#### WHAT TO PRODUCE
Below are entries to be transcribed exactly; exclude the pictures from the copy.

#### DATASET EXTRACT
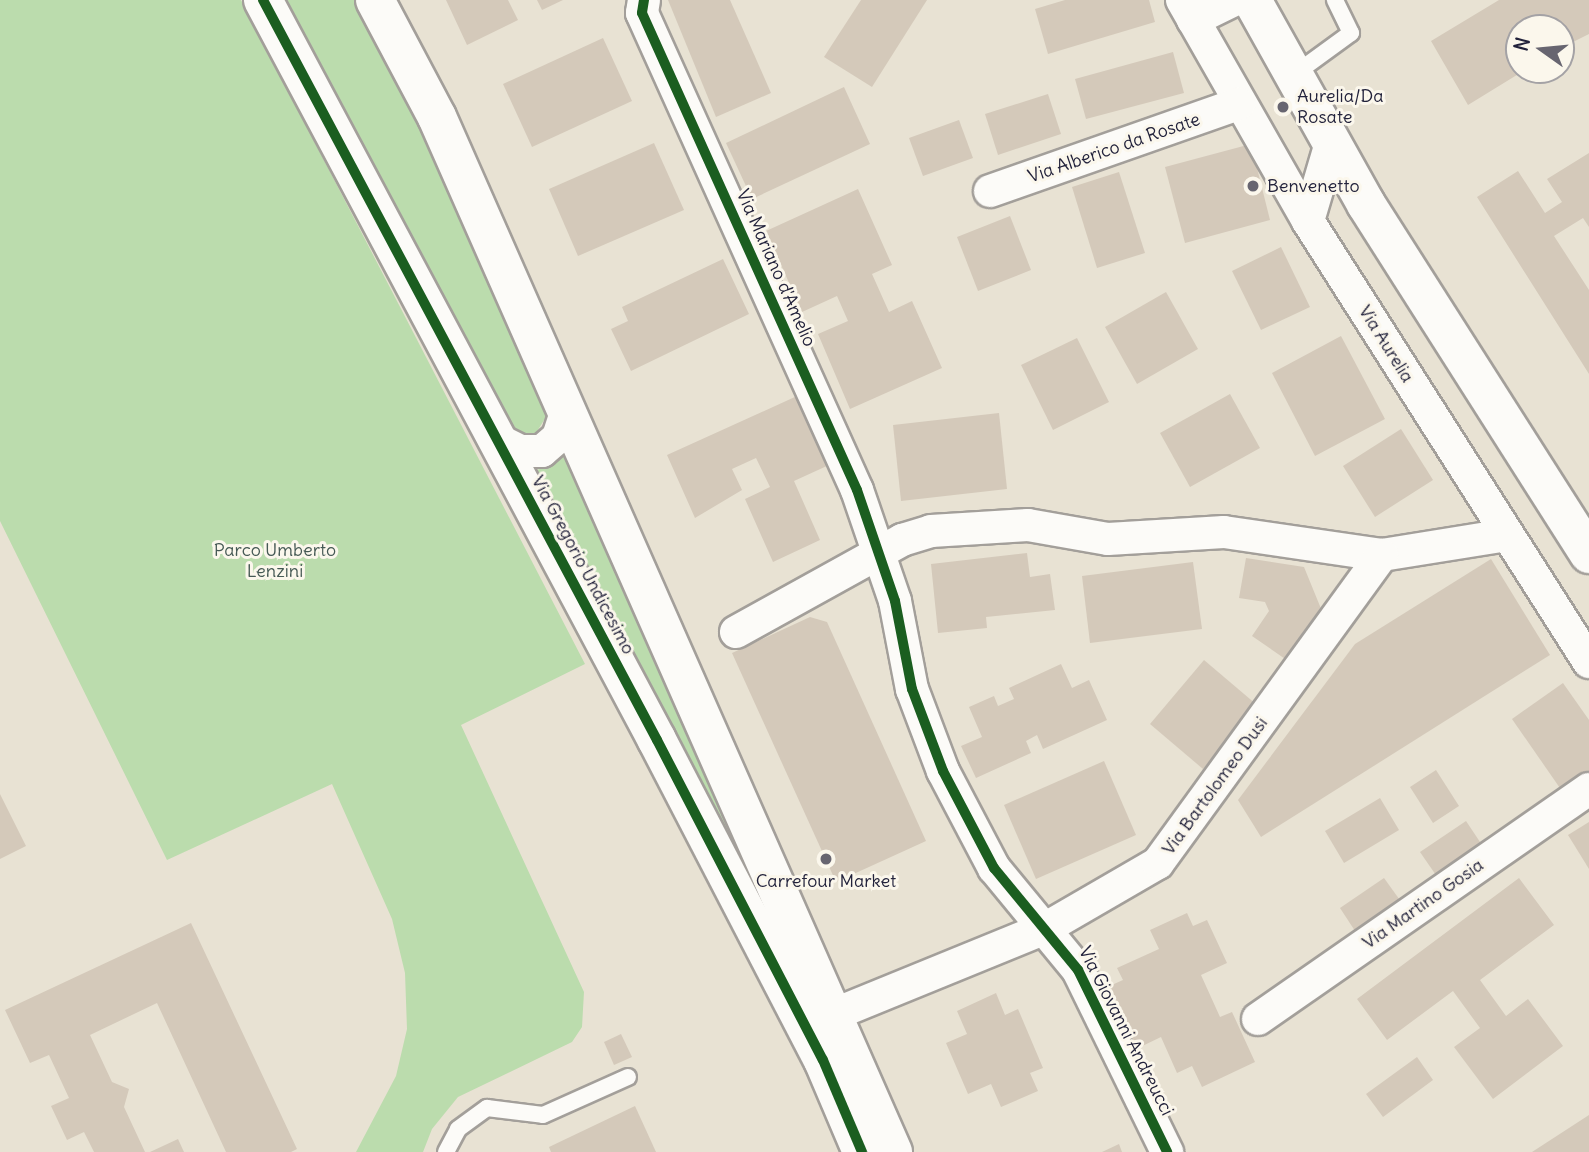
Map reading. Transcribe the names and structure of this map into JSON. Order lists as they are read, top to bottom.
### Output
{
  "streets": {
    "street": [
      "Via Alberico da Rosate",
      "Via Mariano d'Amelio",
      "Via Aurelia",
      "Via Gregorio Undicesimo",
      "Via Bartolomeo Dusi",
      "Via Martino Gosia",
      "Via Giovanni Andreucci"
    ]
  },
  "crossings": [
    ["Via Alberico da Rosate", "Via Aurelia"],
    ["Via Mariano d'Amelio", "Via Giovanni Andreucci"],
    ["Via Bartolomeo Dusi", "Via Giovanni Andreucci"]
  ],
  "parks": ["Parco Umberto Lenzini"],
  "places": ["Aurelia/Da Rosate", "Benvenetto", "Carrefour Market"],
  "north": "left"
}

#### WRITTEN RESPONSE
Map reading. Transcribe the names and structure of this map into JSON. Order lists as they are read, top to bottom.
### Output
{
  "streets": {
    "street": [
      "Via Alberico da Rosate",
      "Via Mariano d'Amelio",
      "Via Aurelia",
      "Via Gregorio Undicesimo",
      "Via Bartolomeo Dusi",
      "Via Martino Gosia",
      "Via Giovanni Andreucci"
    ]
  },
  "crossings": [
    ["Via Alberico da Rosate", "Via Aurelia"],
    ["Via Mariano d'Amelio", "Via Giovanni Andreucci"],
    ["Via Bartolomeo Dusi", "Via Giovanni Andreucci"]
  ],
  "parks": ["Parco Umberto Lenzini"],
  "places": ["Aurelia/Da Rosate", "Benvenetto", "Carrefour Market"],
  "north": "left"
}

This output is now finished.